Prevent FSMA Allergen Control Recalls with Three Key Principles
FSMA allergen control is an extremely important part of food safety. When adequately instituted and enforced, allergen control can save lives. Unfortunately, food recalls due to the presence of undisclosed allergens are all too common, leading to disastrous consequences for suppliers, manufacturers, and consumers.
Dr. Steven Gendel, Senior Advisor of Food Safety at TAG, describes three essential components of a thorough allergen control plan: know what you make, watch what you say, and control what you do. Understanding these pillars — and why they occur — is critical to reducing the risk of unintentionally exposing consumers to allergen-related risks in your products.
In this blog, we review these three pillars, as well as provide information to help manufacturers understand why food allergen recalls happen. We’ll help you to identify known and reasonably foreseeable failures within your food safety plan, think about vulnerabilities, and move from a hazards approach to a systems approach to ultimately prevent allergen recalls.
Table of Contents
Overview
Why manufacturers fail FDA allergen control requirements
Specifically, 21 CFR 117 requires organizations to protect against allergen cross-contact in two ways:
by ensuring the protection of food from allergen cross-contact, including during storage, handling, and use
by labeling the finished food, ensuring that the finished food is not misbranded
This seems simple enough, but the data doesn’t lie: food and beverage manufacturers aren’t doing a good enough job of adhering to 21 CFR 117 requirements for allergen controls.
When 21 CFR 117 became effective, manufacturers should have had allergen control programs properly instituted in their facilities.

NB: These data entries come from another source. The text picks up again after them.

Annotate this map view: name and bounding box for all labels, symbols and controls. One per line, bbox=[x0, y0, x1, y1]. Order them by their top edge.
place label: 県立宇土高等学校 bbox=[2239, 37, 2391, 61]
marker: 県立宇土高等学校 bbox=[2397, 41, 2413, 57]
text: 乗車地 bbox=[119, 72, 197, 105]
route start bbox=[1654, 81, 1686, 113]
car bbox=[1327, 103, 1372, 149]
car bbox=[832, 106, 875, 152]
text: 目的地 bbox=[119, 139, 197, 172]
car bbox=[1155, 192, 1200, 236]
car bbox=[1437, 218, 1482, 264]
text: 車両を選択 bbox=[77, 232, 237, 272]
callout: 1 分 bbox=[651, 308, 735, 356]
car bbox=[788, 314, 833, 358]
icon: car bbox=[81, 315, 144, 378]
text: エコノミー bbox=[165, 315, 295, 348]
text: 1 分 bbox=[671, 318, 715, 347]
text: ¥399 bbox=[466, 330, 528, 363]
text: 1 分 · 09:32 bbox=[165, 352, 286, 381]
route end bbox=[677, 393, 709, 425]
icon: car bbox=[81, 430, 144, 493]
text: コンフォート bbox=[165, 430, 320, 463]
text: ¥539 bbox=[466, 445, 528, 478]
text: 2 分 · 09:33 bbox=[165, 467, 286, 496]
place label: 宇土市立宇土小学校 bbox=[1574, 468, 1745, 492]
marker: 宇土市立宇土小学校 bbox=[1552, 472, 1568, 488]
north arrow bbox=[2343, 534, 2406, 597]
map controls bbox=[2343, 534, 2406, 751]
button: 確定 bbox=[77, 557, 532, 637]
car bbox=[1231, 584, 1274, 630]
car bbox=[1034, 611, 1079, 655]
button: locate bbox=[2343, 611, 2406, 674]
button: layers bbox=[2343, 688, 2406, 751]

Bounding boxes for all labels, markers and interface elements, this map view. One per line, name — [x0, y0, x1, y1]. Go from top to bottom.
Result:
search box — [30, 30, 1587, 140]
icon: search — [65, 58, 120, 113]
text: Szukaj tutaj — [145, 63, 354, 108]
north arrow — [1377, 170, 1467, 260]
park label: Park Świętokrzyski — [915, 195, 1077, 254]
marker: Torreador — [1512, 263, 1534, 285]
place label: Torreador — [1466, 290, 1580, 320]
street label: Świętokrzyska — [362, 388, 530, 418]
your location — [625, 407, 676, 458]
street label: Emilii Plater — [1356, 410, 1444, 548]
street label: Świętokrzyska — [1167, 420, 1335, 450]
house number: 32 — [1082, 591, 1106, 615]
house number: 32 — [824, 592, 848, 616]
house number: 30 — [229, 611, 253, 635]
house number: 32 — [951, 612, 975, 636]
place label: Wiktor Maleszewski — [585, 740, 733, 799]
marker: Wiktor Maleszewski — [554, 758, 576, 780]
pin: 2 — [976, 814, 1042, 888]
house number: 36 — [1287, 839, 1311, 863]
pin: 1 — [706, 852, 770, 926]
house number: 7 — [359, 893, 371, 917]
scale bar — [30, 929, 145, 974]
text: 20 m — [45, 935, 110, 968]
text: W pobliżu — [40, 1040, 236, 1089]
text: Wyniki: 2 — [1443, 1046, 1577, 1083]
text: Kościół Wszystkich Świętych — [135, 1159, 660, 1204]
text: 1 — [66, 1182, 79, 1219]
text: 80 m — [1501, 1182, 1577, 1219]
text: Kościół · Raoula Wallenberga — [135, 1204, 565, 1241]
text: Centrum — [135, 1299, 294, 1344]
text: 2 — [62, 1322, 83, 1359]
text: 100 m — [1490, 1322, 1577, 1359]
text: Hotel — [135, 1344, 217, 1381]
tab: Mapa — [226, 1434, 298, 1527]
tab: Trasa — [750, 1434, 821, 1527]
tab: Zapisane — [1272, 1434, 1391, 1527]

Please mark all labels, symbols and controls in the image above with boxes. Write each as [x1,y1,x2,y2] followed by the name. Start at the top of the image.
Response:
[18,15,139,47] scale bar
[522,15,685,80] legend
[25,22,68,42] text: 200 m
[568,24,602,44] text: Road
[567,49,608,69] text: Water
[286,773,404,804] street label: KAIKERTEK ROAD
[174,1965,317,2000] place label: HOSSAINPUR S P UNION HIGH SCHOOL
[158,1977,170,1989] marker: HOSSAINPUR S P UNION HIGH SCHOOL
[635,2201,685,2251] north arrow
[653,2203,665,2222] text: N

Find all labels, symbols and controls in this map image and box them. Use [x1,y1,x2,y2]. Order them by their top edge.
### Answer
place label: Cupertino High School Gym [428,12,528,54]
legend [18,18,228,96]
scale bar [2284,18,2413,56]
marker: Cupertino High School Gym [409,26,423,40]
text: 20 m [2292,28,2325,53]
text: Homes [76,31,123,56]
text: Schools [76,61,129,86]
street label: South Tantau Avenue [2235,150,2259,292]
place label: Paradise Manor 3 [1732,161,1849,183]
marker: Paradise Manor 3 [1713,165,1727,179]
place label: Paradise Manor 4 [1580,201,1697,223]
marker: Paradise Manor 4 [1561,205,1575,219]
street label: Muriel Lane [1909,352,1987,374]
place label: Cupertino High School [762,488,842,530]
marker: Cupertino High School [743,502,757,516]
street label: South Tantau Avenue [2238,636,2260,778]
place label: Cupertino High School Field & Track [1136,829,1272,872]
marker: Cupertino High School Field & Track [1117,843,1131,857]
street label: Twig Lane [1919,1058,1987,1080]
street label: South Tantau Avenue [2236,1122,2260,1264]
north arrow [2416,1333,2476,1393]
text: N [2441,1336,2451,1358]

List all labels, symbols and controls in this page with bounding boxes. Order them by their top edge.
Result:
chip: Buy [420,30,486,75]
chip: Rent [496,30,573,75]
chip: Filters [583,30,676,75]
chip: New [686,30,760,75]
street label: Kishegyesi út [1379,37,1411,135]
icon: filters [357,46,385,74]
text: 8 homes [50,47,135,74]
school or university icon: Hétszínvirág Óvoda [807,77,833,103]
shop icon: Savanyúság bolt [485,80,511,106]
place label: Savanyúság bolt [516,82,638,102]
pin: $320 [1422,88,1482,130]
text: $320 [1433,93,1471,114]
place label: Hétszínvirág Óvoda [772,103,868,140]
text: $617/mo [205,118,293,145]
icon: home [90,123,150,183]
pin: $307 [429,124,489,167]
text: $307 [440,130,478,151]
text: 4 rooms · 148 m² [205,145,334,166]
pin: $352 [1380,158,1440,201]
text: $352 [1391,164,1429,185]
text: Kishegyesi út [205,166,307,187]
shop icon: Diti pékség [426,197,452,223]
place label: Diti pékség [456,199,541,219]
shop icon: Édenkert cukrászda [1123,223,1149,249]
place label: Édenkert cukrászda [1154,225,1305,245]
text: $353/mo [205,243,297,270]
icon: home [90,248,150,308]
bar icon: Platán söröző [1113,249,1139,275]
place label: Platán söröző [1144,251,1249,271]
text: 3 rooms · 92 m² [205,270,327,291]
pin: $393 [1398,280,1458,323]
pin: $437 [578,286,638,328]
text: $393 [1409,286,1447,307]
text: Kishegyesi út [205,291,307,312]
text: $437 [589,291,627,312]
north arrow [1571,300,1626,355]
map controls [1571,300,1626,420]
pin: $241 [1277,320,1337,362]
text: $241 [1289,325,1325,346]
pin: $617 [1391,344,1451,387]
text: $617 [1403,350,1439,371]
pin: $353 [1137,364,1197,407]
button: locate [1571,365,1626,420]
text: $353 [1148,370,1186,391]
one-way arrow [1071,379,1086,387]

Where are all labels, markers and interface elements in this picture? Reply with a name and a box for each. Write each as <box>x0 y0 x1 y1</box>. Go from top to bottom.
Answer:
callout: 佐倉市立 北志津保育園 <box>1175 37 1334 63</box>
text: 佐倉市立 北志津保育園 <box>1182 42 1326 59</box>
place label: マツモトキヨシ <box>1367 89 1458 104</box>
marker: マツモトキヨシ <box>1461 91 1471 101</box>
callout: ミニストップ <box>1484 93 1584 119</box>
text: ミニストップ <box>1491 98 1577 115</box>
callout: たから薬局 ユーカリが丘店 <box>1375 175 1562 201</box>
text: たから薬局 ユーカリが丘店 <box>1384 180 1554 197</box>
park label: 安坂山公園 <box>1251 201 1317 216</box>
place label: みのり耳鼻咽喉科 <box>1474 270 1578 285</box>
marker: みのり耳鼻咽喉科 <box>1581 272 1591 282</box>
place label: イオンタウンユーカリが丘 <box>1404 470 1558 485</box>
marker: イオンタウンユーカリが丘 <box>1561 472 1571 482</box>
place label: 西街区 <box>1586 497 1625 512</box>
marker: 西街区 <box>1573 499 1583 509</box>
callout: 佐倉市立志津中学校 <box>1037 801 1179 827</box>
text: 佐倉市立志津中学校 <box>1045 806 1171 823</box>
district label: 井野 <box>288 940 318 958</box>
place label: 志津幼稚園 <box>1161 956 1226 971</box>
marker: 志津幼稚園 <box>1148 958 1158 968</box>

Manufacturers still don’t understand the nature of the problem and how to control allergens effectively.
The rise of recalls due to undisclosed food allergens
In 2019, undeclared allergens only compromised 38% of all food recalls. We haven’t seen the 30s for some time now.
2023
In 2023, undeclared allergens comprised 49% (154) of all food recalls in 2023, up from 42% (121) in 2022. Additionally, the total number of food items recalled due to allergens increased by 27% from the previous year.
Sesame was a major contributor to the rise, the disclosure of which was a new requirement as of Jan. 1, 2023. Overall, milk was the single largest contributor.
Major brands issued allergen-based recalls, including Lay’s, Doritos, Quaker, belVita, Tostitos, Nature’s Path Organic, Wegmans, Safeway, 365 Whole Foods Market, and Trader Joe’s.
U.S. Public Interest Research Groups Food for Thought 2024 report
2024 (so far)
Unfortunately, the outlook for 2024 isn’t much better.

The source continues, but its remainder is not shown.